Apolide!

Nell’ombra senza tempo, oltre il velo che separa i mondi conosciuti, giaceva una landa arida e desolata conosciuta solo come l’Esilio. Era un luogo in cui gli esseri respinti da ogni dimensione e realtà si ritrovavano, un luogo dove le anime smarrite vagavano come spettri, un limbo in cui la normalità cedeva il passo all’orrore cosmico. In questo luogo desolato, viveva un essere chiamato semplicemente “l’Apolide”. Una creatura senza nome né volto, abbandonata dalla realtà e dall’identità. La sua forma era una sorta di nebbia oscura, contorta e inquietante. Era incapace di comunicare come gli esseri umani, privo di qualsiasi caratteristica che potesse essere compresa o addirittura osservata. Era come se il tessuto stesso dell’universo avesse deciso di negargli l’esistenza. Chiunque osasse avventurarsi nell’Esilio avrebbe potuto intravedere solo una vaga oscurità che si agitava, un senso di disorientamento e oppressione che avrebbe avvolto la mente.
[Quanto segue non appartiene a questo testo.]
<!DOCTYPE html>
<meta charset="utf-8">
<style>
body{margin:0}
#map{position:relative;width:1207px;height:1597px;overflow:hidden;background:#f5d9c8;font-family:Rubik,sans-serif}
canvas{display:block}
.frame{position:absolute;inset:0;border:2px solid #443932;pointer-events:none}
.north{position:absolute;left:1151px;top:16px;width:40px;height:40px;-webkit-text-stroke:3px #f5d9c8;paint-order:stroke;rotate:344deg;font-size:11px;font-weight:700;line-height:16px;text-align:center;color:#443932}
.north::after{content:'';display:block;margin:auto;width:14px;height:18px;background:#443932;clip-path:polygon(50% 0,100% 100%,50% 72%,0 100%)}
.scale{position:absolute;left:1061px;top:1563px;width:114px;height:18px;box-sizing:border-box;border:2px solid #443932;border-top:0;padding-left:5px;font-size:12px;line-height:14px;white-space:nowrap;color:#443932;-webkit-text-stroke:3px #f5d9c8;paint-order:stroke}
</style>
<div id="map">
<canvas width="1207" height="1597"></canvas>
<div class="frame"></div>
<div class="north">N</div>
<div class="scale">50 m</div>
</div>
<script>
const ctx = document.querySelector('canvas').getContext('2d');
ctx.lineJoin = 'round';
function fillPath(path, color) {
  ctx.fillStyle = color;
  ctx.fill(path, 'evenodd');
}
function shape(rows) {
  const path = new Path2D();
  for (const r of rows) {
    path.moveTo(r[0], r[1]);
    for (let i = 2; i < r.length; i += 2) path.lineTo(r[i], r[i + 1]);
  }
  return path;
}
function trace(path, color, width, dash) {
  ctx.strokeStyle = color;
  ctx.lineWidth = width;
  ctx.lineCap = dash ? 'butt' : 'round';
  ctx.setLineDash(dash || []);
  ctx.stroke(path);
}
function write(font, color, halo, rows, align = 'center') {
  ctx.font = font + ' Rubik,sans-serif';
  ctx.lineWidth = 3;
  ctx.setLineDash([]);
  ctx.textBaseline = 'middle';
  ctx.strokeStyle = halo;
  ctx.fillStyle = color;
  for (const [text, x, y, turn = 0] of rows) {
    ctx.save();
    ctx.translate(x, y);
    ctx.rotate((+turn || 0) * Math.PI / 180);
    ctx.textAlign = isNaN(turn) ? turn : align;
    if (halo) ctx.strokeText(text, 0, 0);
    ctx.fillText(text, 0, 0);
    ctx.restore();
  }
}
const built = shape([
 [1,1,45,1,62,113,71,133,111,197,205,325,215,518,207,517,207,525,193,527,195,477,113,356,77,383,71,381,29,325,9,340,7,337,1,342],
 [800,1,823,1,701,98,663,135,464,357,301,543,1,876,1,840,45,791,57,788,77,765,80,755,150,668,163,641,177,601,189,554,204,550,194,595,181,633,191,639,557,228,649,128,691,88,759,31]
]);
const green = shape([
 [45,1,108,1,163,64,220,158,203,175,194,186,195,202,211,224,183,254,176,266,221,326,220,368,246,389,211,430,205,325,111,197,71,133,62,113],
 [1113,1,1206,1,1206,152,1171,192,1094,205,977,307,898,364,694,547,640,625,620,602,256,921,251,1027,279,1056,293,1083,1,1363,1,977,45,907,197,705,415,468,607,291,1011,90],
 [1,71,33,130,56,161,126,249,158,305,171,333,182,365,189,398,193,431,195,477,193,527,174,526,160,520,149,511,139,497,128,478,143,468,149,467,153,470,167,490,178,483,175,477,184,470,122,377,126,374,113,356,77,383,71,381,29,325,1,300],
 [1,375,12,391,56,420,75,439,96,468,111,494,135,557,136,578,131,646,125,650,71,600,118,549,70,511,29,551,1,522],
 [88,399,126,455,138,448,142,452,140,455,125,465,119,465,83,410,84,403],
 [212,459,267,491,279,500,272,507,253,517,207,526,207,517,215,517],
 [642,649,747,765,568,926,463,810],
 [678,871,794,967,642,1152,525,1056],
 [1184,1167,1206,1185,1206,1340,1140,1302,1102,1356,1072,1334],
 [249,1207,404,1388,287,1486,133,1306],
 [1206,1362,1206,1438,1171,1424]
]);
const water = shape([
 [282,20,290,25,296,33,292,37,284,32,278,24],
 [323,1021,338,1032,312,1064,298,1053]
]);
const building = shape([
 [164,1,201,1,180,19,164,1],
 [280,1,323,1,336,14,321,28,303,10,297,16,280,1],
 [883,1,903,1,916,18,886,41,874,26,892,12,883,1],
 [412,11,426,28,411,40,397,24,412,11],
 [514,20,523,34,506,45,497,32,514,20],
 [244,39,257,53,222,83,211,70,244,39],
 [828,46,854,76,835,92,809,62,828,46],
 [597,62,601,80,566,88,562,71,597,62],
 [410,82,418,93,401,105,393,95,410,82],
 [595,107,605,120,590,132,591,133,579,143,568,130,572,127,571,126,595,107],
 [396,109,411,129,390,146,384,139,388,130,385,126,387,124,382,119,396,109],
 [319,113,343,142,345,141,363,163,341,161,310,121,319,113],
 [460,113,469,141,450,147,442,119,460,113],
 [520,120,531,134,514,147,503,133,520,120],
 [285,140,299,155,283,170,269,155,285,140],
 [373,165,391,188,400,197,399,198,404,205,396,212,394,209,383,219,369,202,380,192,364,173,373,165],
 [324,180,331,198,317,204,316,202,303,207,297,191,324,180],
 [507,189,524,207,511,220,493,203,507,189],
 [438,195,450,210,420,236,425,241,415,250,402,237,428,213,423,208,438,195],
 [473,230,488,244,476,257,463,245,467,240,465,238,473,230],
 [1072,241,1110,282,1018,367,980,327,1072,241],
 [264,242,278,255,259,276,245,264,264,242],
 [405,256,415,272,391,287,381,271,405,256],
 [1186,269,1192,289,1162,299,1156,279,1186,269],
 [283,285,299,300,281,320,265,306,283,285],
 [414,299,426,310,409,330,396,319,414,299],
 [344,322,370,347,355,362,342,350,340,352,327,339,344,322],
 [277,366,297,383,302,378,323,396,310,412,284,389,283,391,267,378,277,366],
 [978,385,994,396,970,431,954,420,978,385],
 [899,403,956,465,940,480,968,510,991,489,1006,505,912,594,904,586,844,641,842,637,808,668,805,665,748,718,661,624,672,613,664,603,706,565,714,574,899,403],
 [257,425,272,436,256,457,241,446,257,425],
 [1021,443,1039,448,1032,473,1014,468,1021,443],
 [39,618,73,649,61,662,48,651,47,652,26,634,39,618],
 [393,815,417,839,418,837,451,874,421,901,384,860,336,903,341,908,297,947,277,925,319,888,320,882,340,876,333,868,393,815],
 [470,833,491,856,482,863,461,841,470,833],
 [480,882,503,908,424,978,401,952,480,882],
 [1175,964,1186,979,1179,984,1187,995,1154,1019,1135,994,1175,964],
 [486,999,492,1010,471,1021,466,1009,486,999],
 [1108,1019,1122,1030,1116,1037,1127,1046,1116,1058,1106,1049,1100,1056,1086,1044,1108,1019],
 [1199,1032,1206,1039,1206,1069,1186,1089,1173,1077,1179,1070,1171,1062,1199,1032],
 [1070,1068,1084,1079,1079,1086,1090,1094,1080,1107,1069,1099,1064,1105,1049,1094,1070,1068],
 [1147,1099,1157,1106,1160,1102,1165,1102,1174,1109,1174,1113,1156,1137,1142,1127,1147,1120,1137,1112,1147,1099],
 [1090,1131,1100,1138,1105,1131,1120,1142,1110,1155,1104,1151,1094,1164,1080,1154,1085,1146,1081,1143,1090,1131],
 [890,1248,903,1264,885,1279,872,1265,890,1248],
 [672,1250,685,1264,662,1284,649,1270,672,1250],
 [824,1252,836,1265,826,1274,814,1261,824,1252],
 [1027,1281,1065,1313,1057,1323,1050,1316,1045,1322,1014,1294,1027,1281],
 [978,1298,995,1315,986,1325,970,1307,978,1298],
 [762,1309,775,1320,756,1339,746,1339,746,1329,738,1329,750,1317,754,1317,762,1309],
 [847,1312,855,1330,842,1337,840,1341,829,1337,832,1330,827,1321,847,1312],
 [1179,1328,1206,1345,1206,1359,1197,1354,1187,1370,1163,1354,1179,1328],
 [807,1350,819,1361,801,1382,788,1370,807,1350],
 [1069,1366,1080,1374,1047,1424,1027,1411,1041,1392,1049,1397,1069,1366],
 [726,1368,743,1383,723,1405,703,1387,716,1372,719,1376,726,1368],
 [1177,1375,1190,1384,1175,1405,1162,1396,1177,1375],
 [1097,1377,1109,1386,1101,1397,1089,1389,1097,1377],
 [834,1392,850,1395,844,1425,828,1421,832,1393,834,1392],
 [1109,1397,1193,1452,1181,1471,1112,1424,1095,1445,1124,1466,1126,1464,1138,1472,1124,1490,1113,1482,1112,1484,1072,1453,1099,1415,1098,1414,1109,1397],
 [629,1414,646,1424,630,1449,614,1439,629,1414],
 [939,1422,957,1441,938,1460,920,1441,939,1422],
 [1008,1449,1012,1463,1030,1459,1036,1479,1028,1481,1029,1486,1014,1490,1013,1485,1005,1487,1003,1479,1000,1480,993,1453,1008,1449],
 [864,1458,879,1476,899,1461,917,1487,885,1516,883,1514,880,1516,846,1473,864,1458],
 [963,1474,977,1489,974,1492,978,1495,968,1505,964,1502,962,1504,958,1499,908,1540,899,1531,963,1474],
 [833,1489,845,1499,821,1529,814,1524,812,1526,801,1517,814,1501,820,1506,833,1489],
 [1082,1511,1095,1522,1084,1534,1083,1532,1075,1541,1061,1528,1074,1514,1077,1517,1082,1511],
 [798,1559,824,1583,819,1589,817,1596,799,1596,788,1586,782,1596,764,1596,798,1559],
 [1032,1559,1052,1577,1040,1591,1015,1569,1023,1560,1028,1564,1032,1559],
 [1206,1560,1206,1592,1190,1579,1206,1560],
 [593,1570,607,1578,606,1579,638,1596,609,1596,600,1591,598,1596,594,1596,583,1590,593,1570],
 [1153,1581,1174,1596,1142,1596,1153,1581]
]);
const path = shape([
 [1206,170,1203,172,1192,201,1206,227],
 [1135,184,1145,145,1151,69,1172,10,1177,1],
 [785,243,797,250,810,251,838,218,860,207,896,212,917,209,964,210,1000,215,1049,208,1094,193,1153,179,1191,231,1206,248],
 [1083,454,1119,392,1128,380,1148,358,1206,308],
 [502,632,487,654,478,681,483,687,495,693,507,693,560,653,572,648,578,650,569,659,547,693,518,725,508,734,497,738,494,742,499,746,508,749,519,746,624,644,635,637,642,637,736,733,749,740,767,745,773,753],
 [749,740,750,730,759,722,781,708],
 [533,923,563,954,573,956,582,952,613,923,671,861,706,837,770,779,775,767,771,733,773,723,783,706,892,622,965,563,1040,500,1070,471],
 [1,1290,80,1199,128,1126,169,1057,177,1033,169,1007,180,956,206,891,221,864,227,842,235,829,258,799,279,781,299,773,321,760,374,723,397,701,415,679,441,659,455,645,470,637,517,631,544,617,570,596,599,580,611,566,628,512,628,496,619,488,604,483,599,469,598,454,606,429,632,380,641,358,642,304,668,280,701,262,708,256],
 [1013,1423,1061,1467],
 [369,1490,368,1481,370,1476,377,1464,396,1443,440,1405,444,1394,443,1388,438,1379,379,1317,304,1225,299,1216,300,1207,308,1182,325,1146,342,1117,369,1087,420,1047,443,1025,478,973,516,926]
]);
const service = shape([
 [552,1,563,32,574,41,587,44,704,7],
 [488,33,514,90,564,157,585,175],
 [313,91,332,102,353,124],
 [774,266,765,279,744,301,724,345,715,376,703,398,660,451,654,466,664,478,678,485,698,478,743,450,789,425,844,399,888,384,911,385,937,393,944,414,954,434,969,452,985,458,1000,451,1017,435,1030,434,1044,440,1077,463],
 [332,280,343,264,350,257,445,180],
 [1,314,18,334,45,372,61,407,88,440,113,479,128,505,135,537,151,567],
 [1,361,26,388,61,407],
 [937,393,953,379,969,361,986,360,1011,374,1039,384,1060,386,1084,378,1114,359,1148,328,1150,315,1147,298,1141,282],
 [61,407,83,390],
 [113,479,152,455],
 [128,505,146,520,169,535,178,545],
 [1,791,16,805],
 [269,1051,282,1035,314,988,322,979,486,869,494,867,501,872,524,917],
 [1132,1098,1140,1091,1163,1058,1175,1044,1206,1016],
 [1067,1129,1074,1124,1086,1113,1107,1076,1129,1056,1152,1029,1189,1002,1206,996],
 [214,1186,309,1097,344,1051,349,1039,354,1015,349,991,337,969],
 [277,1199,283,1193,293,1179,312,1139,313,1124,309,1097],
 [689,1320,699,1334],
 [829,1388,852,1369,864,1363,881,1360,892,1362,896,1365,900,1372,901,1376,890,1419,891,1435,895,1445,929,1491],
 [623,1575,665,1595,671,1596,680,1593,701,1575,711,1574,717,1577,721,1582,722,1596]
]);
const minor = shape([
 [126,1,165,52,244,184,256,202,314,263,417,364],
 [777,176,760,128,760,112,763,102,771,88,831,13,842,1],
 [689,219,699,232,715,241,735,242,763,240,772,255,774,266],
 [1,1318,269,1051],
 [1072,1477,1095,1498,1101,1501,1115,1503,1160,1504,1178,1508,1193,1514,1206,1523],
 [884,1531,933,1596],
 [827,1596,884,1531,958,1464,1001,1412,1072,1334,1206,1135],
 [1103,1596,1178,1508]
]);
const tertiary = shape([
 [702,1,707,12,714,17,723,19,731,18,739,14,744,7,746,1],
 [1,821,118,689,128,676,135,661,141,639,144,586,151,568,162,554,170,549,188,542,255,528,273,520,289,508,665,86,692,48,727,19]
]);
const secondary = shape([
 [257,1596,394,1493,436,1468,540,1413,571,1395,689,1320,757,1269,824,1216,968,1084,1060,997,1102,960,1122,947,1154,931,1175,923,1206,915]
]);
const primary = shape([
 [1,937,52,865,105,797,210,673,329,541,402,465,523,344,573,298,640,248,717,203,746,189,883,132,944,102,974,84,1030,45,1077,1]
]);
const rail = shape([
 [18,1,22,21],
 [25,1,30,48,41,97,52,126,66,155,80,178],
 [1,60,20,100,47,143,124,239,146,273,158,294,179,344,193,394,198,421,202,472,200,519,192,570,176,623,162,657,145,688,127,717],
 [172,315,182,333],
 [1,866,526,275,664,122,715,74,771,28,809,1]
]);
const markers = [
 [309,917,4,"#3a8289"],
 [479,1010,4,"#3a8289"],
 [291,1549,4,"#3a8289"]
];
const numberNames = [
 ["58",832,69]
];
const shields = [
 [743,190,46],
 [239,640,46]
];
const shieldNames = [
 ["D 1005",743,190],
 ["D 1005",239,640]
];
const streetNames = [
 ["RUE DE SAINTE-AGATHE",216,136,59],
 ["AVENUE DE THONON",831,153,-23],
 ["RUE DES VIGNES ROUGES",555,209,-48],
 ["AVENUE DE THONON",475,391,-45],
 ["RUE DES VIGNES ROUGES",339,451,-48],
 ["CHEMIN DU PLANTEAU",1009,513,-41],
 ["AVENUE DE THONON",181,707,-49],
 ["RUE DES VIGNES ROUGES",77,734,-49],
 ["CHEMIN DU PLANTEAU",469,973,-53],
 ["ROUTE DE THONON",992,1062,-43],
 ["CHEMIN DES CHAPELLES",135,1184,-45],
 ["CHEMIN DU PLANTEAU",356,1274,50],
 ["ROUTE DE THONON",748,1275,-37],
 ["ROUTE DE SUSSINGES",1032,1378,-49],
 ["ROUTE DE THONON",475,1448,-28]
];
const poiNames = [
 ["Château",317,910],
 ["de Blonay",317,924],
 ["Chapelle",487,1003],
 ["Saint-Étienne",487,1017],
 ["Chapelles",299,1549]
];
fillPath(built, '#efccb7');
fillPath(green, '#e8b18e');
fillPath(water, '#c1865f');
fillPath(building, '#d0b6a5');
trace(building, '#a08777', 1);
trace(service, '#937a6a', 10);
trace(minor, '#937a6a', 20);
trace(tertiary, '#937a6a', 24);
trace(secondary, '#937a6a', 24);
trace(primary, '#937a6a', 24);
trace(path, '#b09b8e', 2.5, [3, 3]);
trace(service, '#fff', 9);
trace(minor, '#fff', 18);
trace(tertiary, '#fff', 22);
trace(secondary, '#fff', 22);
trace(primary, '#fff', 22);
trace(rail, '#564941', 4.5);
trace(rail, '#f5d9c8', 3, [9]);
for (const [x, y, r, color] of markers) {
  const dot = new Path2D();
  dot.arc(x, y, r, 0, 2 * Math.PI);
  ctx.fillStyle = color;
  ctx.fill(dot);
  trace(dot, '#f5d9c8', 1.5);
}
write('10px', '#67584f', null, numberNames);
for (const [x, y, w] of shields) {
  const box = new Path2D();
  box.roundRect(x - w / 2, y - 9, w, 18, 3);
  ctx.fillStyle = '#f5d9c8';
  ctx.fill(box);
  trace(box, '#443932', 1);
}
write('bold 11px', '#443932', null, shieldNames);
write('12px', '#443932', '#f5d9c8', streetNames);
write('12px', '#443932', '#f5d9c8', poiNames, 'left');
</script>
Coloro che avevano la sfortuna di fissare lo sguardo sull’Apolide rimanevano imprigionati in una sorta di trance, incapaci di distogliere lo sguardo da quell’orrore inafferrabile. Ma c’era una leggenda, un racconto sussurrato tra gli esiliati, che narra di un viandante coraggioso che avrebbe avuto il potere di liberare l’Apolide dalla sua esistenza senza fine. Si diceva che solo colui che avesse guardato negli occhi vuoti dell’Apolide e non ne fosse stato schiacciato avrebbe avuto il potere di sciogliere il suo legame con l’Esilio.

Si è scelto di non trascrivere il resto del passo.